The Tabernacle Was Small (Guest Post)

Last Sunday evening our Provo campus toured Brigham Young University's life-sized replica of the ancient tabernacle. Our tour began with visual displays inside the Joseph Smith Building. What caught my attention most was a mural depicting various temples throughout history. The tabernacle was minuscule compared to all of the others. It was especially dwarfed by Herod’s temple from ancient Rome, and the LDS temple in Salt Lake City, which were about the same size.


The tour continued outside. Several women guided us and presented historical facts along the way. Their words provided context for the purpose of each area of the tabernacle, where priests would perform sacrifices for sin and thus act as mediators between God and man. While it was big enough for our group of 13 to fit comfortably inside, not many more would have been able to join. Honestly, as a structure, I found the tabernacle to be underwhelming. Simply put, it was small.


Our God made the mountains high and the ocean deep. He provides us with endless and enjoyable resources. Every creature, every color, every shape, every sense, I could go on; God made it. Our God is so great! Comparatively so, His sanctuary on earth was ridiculously small. 

Likewise, King David also thought the tabernacle was too small. In 2 Samuel 7, David decided he would build a grand temple for God. However, God reminded David that He never asked for a temple and had no need for anyone to build Him one. We see this reiterated in Acts 17:24-25, "God that made the world and all things therein, seeing that he is Lord of heaven and earth, dwelleth not in temples made with hands; neither is worshipped with men's hands, as though he needed any thing, seeing he giveth to all life, and breath, and all things." Out of His love for David, God allowed his son, Solomon, to build the temple of Jerusalem. Yet, the Most High does not dwell in houses made by hands, as the prophet says, "Heaven is my throne, and earth is my footstool: what house will ye build me? saith the Lord: or what is the place of my rest? Hath not my hand made all these things?" (Acts 7:49-50; cf. Isaiah 66:1).


The tabernacle and temple had their significance, but we see their ultimate fulfillment in Christ Jesus. As a descendent of David, Jesus reigns as king over the promised eternal kingdom (cf. 2 Samuel 7:12-16). This kingdom was not meant to continue on with more man-made temples and priests. Those were just a shadow of things to come (cf. Hebrews 8, 10). Now, God's presence dwells inside the citizens of this spiritual kingdom. Our bodies are His temple (cf. Ephesians 2:19-22; 1 Peter 2:5-10; 1 Corinthians 3:16-17; 6:19-20). He alone is our eternal High Priest (cf. Hebrews 7), and that makes Him the only mediator between God and man (cf. 1 Timothy 2:5; Hebrews 9:15). He alone is our eternal sacrifice (cf. Hebrews 9). Yes, something greater than the temple of Jerusalem is here, and His name is Jesus (cf. Matthew 12:6). 

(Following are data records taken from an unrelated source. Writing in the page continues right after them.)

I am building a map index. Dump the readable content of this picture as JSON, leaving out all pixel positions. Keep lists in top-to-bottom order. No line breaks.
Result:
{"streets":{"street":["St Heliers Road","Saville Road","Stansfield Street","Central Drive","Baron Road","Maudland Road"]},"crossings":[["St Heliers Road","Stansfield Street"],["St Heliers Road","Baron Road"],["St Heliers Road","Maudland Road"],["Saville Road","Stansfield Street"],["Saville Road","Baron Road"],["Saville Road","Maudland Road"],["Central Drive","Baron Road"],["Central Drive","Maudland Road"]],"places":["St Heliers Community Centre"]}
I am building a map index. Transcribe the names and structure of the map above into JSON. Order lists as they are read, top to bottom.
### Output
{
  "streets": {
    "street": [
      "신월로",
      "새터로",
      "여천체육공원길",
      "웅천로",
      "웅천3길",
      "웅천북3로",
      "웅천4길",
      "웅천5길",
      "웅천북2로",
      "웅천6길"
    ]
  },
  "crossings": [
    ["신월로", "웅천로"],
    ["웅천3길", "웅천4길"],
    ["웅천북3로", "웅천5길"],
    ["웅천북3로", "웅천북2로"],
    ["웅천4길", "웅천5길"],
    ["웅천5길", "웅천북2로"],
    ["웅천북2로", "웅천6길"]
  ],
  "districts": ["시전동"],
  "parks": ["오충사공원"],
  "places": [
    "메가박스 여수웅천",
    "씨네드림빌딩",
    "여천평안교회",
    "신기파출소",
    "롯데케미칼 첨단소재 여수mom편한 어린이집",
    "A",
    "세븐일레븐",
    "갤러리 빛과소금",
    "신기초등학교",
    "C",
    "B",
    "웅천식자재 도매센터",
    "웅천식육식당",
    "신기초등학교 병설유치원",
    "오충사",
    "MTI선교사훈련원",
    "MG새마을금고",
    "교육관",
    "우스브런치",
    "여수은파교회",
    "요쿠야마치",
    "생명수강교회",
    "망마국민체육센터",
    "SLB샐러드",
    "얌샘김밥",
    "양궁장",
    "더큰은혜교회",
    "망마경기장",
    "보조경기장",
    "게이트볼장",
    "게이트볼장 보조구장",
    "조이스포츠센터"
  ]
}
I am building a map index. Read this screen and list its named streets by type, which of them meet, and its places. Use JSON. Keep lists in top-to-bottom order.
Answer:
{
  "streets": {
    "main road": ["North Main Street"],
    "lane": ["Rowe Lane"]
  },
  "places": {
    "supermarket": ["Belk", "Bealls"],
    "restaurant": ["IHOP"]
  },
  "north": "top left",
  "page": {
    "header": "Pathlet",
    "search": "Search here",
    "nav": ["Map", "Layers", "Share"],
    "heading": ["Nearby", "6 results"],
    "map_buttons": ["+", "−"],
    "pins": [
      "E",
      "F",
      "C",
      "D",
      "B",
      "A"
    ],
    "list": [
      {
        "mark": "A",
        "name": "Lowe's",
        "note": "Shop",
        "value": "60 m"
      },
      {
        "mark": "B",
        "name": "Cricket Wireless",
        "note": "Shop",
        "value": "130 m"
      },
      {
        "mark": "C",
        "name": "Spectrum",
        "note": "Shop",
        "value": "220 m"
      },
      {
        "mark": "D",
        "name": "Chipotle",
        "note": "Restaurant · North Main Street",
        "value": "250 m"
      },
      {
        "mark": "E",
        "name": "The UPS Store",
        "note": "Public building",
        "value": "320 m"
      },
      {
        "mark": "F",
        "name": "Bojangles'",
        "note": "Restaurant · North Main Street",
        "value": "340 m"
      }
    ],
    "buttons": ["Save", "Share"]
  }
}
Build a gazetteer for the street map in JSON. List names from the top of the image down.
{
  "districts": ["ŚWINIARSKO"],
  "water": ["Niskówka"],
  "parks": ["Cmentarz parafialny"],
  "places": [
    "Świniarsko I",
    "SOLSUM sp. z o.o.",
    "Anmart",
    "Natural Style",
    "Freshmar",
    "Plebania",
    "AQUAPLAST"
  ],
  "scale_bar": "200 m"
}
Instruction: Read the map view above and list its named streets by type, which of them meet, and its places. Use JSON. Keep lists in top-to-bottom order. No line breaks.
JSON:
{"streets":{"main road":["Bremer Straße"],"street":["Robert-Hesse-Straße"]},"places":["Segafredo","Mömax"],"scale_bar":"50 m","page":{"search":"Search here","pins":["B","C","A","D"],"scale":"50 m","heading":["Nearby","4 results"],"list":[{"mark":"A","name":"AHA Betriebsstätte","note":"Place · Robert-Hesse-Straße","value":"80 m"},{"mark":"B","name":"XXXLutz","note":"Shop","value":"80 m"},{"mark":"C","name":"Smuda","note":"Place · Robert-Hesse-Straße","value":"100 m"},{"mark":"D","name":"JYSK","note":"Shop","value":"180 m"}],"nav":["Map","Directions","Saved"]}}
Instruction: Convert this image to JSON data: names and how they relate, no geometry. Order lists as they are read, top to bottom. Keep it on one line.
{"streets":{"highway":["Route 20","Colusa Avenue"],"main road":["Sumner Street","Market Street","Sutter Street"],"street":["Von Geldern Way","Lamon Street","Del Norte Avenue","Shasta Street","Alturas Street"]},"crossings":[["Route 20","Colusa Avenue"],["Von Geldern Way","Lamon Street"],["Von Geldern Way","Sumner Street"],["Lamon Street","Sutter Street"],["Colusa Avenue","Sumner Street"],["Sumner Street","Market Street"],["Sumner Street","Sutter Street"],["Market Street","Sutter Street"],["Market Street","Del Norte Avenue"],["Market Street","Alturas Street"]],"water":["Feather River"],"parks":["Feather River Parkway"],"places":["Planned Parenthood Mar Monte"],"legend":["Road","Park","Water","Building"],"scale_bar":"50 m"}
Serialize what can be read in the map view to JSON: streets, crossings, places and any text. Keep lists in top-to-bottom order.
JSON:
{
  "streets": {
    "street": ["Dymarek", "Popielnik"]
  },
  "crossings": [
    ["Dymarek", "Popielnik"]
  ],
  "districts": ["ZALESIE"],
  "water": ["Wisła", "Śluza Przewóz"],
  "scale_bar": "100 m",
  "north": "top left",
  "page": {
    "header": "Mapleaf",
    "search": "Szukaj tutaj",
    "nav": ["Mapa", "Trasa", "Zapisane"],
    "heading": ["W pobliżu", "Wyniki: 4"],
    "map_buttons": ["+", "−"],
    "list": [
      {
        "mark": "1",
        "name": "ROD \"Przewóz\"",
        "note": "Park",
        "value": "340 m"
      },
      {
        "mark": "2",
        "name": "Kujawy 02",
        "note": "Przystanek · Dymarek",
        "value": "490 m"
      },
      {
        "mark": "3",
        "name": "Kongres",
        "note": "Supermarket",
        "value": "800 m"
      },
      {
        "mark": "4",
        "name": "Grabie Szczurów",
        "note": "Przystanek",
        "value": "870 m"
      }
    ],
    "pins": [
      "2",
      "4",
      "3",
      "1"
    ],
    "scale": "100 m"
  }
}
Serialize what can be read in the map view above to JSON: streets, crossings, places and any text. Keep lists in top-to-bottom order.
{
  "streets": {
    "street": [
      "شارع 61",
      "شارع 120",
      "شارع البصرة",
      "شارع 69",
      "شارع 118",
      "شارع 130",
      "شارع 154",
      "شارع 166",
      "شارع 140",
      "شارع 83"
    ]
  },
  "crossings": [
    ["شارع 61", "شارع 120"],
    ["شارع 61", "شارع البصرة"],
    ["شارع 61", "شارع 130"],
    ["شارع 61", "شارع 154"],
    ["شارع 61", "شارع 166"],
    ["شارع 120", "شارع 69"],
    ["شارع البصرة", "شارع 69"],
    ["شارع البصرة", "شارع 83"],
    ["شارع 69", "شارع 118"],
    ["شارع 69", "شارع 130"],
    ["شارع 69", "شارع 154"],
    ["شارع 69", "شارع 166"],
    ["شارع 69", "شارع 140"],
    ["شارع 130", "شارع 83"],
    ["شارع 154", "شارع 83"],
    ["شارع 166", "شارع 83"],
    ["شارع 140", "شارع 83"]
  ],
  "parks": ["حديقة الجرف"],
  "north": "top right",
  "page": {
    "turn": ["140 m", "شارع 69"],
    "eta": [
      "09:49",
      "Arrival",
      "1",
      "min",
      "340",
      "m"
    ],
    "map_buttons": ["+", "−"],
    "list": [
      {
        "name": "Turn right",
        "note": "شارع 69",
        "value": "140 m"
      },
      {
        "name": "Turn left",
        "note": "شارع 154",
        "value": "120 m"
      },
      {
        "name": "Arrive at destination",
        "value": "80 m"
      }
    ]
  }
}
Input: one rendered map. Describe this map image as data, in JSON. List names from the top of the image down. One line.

Honestly, I love that the tabernacle was small. God didn't need to upgrade it. Instead, He longed to downsize. Now, His treasure is stored in our bodies, in mere jars of clay, to show that the surpassing power belongs to God and not to us (cf. 2 Corinthians 4:7). It reminds me of the simplicity and sustainability of the Gospel, and of the greatness of our God, who doesn't need our assistance to redeem and restore us to Himself.

"And I saw no temple therein: for the Lord God Almighty and the Lamb are the temple of it" (Revelation 21:22).

Contributed by Dana Glenn.

Learn more by listening to Pastor Logan's series Holy of Holies: A Tour Biblical Temples.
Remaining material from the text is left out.